Personal Finance

ULIP Debt Funds Are in the Spotlight Again

The unit-linked insurance plan (ULIP) debt funds are in the spotlight again after the removal of the long-term capital gains (LTCGs) tax for debt mutual funds on April 1, 2023.

Annual contributions to ULIP premiums are eligible for Section 80C deductions as per the Income-tax Act, (ITA), 1961, they offer a life cover of 10 times the annual premium.

Investments in ULIPs extend an investor a tax-free status subject to certain conditions. After the lock-in period of five years, the maturity amount is tax-free in case the annual premium paid for the ULIP will be Rs 2.5 lakh and below.

However, the proceeds from ULIPs will lose their tax-exempt status in case if the total premium of all ULIP policies, which includes single or multiple, surpass Rs 2.5 lakh on an annual basis.

Also, capital gains tax will be applicable on maturity proceeds, though. This is what makes ULIP debt funds considerably attractive for small investors instead of the debt mutual funds and bank fixed deposits (FDs).

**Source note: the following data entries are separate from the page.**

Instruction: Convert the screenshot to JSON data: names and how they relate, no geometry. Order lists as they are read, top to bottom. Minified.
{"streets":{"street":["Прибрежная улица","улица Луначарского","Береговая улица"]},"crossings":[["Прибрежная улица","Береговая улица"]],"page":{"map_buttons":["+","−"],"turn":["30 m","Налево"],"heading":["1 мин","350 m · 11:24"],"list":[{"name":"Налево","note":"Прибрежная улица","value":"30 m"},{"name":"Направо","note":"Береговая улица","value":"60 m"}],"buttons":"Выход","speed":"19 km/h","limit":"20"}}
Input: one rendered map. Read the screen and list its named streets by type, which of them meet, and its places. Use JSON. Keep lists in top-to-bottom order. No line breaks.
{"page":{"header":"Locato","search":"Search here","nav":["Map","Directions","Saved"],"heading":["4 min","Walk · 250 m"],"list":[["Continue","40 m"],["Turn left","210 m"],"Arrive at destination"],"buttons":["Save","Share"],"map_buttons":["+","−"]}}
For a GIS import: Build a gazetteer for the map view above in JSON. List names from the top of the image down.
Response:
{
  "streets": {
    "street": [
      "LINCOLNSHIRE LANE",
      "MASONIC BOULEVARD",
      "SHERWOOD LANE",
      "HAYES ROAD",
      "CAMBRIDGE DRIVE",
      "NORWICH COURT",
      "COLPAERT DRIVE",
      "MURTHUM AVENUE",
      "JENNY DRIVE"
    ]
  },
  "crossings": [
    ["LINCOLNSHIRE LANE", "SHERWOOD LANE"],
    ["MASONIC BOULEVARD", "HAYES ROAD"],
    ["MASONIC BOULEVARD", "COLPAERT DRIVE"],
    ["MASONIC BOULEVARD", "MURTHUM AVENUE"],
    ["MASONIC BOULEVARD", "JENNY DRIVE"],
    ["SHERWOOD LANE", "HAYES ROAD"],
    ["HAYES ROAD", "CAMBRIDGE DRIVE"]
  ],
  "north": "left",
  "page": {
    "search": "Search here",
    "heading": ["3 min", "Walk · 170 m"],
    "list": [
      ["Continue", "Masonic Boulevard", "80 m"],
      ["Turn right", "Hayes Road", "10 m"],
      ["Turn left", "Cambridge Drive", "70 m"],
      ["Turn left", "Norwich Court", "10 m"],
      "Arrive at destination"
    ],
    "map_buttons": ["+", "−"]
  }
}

In addition, ULIP debt funds offer the flexibility to switch between funds, which are generally free of charge. This along with the added tax benefit make them a compelling buy to generate wealth in the long run.

As suitable investment tools, it is important to know that ULIPs and mutual funds serve different goals and risk factors.

While ULIP debt funds may be a suitable investment tool in the case of young professionals, senior citizens are required to prioritise safety first in this regard.

Senior citizens need to undertake due diligence and zero in on investment vehicles that offer capital protection. They need to focus on an investment option that provides regular income.

As a senior citizen, the choice should be to opt for investment options that provide liquidity. This is considering a need could arise to access those funds to address an emergency situation, which could be mostly medical.